Outside by the garbage, Marcus (Lionel Boyce) and Carmy share one of the episode’s quiet centerpieces. Carmy tells Marcus how much he has grown, praising his creativity, his love for the craft and the people around him, and the way he never gets rattled or takes his frustration out on anyone. Marcus has been watching old movies for dessert inspiration, everything from silent films and Westerns to science fiction and the entire Tony Scott catalog. One foreign film has stuck with him, a grieving mother’s line about how anxiety and fear trick us into believing our emotions and our grief have limits, when really there are none. Carmy gently asks whether that is why Marcus invited his father to dinner the day after being named Best New Chef. It is a loaded, generous moment between two men who both understand loss.
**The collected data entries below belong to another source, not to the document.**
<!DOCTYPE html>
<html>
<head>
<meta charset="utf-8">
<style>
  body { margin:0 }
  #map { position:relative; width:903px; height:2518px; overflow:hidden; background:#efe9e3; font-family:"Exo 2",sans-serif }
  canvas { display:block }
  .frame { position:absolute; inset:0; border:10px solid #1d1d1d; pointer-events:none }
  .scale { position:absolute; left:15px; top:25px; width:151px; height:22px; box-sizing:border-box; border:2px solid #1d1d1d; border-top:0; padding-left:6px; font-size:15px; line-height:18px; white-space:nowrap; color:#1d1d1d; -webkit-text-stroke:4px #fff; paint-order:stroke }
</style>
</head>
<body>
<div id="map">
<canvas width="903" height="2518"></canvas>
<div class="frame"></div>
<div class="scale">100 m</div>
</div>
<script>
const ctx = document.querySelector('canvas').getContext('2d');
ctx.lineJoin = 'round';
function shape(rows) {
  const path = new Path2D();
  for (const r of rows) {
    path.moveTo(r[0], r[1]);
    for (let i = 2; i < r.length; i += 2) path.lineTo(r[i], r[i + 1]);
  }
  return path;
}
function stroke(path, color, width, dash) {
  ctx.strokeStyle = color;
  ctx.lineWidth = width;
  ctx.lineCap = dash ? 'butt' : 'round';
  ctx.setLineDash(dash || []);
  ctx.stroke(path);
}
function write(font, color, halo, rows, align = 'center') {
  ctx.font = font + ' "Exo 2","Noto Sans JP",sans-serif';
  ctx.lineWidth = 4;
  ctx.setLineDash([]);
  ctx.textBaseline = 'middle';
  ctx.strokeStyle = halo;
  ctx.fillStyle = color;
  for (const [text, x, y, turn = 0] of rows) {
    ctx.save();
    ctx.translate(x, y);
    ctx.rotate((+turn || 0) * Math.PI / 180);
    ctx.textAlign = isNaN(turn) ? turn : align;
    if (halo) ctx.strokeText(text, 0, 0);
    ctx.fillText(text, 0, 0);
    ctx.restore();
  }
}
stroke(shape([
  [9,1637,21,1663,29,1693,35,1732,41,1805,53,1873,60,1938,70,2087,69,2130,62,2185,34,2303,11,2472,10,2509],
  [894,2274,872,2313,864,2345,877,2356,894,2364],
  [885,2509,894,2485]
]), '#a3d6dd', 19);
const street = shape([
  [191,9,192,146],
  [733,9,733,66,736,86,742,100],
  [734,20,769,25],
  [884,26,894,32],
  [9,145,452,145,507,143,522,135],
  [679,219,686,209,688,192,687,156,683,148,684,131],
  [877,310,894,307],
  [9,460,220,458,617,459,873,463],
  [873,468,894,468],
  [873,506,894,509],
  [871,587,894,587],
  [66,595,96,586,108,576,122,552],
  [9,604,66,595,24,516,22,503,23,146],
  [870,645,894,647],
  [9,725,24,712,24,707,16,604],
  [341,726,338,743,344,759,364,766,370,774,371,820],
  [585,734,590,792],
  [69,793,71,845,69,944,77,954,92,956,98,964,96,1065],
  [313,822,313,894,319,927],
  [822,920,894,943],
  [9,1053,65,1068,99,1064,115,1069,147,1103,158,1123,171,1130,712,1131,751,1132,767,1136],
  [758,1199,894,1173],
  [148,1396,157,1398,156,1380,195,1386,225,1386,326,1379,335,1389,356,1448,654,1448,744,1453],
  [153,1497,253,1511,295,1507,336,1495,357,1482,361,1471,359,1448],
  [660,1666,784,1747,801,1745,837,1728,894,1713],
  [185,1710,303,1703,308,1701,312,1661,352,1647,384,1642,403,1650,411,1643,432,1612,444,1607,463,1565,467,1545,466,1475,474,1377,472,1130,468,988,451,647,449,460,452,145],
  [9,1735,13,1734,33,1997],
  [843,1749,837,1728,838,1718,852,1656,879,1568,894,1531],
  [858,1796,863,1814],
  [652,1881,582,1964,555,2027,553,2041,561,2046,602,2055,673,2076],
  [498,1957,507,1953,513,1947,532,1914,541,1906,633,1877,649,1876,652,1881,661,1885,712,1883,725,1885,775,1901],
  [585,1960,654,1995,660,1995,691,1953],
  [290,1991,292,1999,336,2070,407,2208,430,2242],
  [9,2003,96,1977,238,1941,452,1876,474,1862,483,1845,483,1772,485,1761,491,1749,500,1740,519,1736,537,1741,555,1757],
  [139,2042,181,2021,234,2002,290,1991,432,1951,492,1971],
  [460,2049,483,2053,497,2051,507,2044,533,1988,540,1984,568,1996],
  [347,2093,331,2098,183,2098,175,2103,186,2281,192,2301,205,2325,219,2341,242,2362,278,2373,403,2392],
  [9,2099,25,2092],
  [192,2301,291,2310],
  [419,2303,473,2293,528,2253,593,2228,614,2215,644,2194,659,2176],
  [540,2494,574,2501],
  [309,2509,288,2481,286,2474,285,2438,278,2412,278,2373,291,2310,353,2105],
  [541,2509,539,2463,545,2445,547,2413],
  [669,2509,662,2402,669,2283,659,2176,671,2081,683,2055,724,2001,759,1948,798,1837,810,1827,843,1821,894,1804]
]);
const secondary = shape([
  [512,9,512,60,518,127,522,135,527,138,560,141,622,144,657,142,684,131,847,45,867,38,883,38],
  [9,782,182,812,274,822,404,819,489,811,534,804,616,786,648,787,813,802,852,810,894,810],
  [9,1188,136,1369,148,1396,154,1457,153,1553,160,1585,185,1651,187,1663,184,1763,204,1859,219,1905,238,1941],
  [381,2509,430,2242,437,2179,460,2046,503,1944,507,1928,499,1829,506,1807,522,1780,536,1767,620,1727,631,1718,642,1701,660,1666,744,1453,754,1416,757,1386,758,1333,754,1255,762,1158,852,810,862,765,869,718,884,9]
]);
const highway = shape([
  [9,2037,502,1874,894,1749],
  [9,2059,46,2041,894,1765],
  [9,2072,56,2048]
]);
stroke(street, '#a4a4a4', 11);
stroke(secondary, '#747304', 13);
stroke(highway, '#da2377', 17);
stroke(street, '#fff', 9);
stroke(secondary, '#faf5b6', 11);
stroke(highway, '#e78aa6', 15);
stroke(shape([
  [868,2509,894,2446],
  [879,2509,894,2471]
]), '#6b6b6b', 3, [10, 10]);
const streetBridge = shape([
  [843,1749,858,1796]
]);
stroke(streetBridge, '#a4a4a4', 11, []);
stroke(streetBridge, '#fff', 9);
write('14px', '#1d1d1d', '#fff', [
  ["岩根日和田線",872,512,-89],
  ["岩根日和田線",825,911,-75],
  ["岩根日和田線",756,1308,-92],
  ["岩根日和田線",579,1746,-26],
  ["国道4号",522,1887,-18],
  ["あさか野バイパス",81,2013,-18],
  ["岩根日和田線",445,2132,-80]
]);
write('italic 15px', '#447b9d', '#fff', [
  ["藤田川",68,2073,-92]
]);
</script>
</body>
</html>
Inside, Tina (Liza Colón-Zayas) presents her family meal dish with obvious pride: smoked horseradish, precisely squared onions, and a pool of greens over her brussels sprouts. Luca (Will Poulter) tastes it and cannot stop praising it. Sydney takes a moment to check in with Tina about Carmy leaving, quietly worried about what his departure means for the restaurant and for her. Tina reassures her with total loyalty, telling Sydney that whenever and wherever she needs her, she is her Jeff.

Then comes the family meal itself, and the vibe is bleak, quiet and heavy, more like a wake than a dinner. The turning point arrives when Carmy ducks into the walk-in to grab Sydney a Coke and spots cans of tuna. It clicks. He can make a tonnato sauce, stretching the limited lamb by using less of it and folding all the tuna into the sauce, an idea that reaches back to their season four work. He pitches it to Sydney carefully, respecting that it is her kitchen now. She tastes the lamb tonnato and calls it the second-best bite she has had in ages. The menu changes on the spot.

With minutes to go, Richie tries to write the perfect speech, scribbling something lofty about the quest for perfection, then hurls the notebook aside in frustration. Instead, he does exactly what Carmy suggested and speaks from the heart, cursing his way through it. He has only ever been to one perfect restaurant in his life, he says, and it had no stars, no famous chefs, and no magazine write-ups. It was Mikey’s house, the Berzatto home on Sunday nights, where everyone laughed and talked over each other, where the food was meatballs and two-day-old lasagna and whatever else was left in the fridge, and where nobody ever kicked you out. It made him feel less alone. They have no money, barely any food, and not enough people, he admits, and tomorrow may not even come, but they still have each other, which means they have nothing left to lose. That, he decides, is perfect.

His surprise seals it. Richie has dug out the old, misprinted blue Beef T-shirts, and if they are going to invite people into their home, he says, they should look like a family. Sydney takes over to run the plan, assigning captains and servers, walking everyone through the lamb tonnato, and reminding the crew to keep the room clean, quiet, and kind, to have each other’s backs, and to watch their language. This, she tells them, is how they keep the place alive. This is The Bear.

And then, right as they are about to open the doors, Jess (Sarah Ramos) catches a last-second reservation change. A four-top has been trimmed to a two-top under the name Dearborn, the guest the team suspects is the Michelin inspector they have been waiting for. The Star Man is coming tonight. Here we go, someone says. Let it rip, and the episode cuts to black on the edge of the service that could define everything.